À propos of recent reports and denials of a financial scandal in Cuba's Ministry of Tourism (one of the few places where anybody can get hold of large number of dollars there), a friend asked me a provocative question: what I thought of Cuba today. Here's the answer he provoked:
Briefly, what I think is that the tragedy of Cuba is that its people have not been permitted to assume [excuse me, I'm using this in the Spanish sense of asumir -- to "appropriate," or to "accept as theirs"] the enormous achievements of 1957 (beginning of the war) or 1959 (triumph of the revolution) to, say, 1970 (when the colossal failure of the "10-million ton sugar harvest" demonstrated the weakness of a command economy) and move on.

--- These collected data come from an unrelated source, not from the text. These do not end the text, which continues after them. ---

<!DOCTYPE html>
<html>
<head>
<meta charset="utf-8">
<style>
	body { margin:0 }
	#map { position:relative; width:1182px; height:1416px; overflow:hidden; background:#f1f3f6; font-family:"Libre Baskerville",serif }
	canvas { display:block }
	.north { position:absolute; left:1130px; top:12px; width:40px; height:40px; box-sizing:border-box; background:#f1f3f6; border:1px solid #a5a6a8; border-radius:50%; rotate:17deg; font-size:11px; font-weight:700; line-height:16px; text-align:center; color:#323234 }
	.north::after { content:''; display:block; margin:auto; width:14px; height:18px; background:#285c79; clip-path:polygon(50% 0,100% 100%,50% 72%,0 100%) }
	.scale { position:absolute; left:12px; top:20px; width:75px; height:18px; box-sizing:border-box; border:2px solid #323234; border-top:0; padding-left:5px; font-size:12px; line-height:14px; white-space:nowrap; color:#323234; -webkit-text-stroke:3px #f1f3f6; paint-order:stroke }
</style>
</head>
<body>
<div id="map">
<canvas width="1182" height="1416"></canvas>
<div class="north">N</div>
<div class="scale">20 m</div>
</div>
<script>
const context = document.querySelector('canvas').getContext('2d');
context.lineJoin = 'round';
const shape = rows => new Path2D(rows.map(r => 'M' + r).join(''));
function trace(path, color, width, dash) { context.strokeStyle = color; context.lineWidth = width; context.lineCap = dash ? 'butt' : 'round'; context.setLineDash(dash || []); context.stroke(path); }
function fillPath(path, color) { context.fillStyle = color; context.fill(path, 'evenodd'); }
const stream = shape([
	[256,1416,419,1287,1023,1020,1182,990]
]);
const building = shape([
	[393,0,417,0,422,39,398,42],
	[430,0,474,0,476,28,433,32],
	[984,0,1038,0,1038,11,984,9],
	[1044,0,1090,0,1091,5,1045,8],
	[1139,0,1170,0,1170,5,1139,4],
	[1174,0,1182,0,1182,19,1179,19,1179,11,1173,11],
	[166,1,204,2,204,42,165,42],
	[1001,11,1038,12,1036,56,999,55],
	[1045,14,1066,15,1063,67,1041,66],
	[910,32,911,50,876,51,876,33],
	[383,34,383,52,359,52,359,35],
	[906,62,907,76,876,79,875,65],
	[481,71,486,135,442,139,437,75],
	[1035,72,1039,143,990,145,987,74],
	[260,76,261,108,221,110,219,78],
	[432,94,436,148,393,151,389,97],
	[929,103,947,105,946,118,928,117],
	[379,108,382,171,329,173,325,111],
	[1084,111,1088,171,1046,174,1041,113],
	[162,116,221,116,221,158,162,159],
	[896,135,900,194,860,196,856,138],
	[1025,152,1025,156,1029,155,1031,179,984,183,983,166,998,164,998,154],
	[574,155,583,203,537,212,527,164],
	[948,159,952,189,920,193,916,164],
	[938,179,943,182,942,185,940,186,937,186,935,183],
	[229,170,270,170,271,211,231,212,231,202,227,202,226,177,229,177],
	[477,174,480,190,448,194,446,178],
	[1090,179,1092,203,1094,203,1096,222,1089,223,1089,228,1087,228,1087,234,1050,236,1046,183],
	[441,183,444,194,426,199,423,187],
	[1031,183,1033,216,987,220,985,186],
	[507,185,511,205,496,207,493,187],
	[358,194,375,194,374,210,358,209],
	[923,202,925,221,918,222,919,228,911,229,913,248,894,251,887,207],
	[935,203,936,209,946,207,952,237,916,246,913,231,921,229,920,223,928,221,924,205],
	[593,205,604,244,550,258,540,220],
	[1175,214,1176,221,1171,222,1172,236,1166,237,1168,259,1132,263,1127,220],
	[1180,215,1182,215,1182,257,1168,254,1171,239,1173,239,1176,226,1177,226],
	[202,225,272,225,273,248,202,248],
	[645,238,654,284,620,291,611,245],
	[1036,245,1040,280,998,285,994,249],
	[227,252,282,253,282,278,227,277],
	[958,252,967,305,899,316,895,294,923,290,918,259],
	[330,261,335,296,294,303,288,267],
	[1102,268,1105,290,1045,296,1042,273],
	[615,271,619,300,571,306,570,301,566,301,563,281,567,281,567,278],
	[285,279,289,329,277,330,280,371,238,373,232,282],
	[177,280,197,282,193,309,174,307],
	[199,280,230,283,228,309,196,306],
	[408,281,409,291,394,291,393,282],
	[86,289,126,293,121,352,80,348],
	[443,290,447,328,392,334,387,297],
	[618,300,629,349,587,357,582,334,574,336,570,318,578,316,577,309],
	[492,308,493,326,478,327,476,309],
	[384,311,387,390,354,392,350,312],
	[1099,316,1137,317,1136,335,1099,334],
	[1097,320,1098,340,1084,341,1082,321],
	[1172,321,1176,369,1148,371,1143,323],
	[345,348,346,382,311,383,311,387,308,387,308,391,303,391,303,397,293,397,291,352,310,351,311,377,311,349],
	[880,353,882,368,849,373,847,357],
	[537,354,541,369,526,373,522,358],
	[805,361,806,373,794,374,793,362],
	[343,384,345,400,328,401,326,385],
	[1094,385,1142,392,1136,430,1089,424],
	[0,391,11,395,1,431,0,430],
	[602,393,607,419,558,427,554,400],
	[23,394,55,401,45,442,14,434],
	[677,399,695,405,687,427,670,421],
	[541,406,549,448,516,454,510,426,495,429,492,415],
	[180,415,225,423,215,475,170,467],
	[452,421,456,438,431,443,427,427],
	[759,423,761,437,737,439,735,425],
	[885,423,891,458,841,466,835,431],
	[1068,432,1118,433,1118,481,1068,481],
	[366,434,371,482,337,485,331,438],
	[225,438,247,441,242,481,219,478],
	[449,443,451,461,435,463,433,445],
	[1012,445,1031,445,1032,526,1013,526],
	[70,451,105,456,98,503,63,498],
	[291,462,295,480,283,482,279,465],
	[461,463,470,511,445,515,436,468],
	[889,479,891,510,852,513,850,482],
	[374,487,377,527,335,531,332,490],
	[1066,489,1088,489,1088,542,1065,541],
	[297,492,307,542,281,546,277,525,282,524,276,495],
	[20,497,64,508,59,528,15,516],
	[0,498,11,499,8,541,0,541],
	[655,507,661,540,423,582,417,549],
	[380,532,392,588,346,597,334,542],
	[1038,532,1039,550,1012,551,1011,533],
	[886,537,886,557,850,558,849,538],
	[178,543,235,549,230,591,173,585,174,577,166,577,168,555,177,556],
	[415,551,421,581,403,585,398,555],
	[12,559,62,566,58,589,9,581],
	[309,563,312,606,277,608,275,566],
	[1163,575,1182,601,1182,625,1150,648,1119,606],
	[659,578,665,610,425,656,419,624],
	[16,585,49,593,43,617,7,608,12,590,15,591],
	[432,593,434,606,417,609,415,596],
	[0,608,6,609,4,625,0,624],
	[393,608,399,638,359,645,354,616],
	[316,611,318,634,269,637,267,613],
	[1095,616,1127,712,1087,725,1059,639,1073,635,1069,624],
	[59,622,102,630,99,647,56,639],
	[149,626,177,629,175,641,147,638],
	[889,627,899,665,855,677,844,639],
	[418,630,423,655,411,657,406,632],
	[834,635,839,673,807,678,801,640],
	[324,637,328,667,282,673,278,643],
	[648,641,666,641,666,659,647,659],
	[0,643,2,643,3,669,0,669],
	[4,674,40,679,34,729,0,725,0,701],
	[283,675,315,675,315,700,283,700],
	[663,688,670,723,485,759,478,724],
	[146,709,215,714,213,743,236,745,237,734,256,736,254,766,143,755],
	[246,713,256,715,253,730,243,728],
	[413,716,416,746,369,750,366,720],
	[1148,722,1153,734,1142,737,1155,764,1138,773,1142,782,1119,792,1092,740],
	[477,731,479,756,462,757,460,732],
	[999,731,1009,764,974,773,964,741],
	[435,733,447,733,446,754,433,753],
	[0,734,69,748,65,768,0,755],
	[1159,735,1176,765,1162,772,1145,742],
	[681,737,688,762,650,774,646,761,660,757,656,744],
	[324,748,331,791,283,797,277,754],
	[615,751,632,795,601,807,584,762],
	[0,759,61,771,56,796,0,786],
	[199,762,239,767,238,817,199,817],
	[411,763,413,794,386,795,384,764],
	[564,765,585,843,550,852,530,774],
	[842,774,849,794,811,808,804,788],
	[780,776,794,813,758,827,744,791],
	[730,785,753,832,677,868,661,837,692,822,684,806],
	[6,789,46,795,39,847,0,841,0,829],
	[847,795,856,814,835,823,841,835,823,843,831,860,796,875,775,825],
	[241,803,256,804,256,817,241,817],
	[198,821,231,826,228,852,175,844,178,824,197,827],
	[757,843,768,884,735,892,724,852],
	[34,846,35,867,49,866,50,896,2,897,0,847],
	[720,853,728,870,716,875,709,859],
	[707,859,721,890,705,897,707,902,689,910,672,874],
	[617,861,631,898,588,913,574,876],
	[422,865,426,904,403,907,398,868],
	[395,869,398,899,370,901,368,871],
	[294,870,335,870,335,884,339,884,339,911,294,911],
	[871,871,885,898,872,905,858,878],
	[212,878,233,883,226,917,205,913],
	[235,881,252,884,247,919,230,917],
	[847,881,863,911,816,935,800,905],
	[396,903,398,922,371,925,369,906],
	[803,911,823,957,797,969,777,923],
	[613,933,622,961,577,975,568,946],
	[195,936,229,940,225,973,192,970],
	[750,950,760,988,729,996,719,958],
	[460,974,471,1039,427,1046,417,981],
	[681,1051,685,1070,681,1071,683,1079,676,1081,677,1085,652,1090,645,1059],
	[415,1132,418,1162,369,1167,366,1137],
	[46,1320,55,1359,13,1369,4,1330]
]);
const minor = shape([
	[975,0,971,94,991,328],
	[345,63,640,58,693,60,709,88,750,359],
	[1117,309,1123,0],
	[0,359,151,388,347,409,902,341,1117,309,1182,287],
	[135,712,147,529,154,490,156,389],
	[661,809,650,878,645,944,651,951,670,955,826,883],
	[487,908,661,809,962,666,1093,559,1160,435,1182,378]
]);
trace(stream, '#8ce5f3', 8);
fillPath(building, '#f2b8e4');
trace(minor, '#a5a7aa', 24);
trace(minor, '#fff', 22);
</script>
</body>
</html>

Those achievements were, 1st, freeing the island from the heavy hand of US capital so that its people had some room to breathe and maneuver ("Cuba libre"); 2nd, hugely reducing disparities in wealth and life-chances (between black and white, rural and urban, rich and poor); 3rd, bringing the entire population to literacy and expanding educational opportunities to create a highly skilled, critically conscious population; 4th, infrastructural and industrial development projects that -- while mostly uncompleted and in some cases misdirected (importing a windowless Czech factory to make refrigerators, for example, or trying to convert the green zone around Havana into an immense coffee plantation) -- nevertheless pointed the way to greater economy autonomy and improved standards of living.

Having done these things, and having developed a literate population fully capable of rational debate, they should have been allowed to open political contests to groups outside the party, and let the enormous ingenuity of the people go into economic projects more constructive than building rafts to float to Miami, or "barbacoas" (improvised lofts) as a homemade solution to the housing crisis. Some very stubborn Cubans inside the party and a pack of crazed and persistent Cubans in Miami conspired (with lots of help from Washington) to keep tensions so high that party leaders are afraid to relax their grip or let Fidel retire.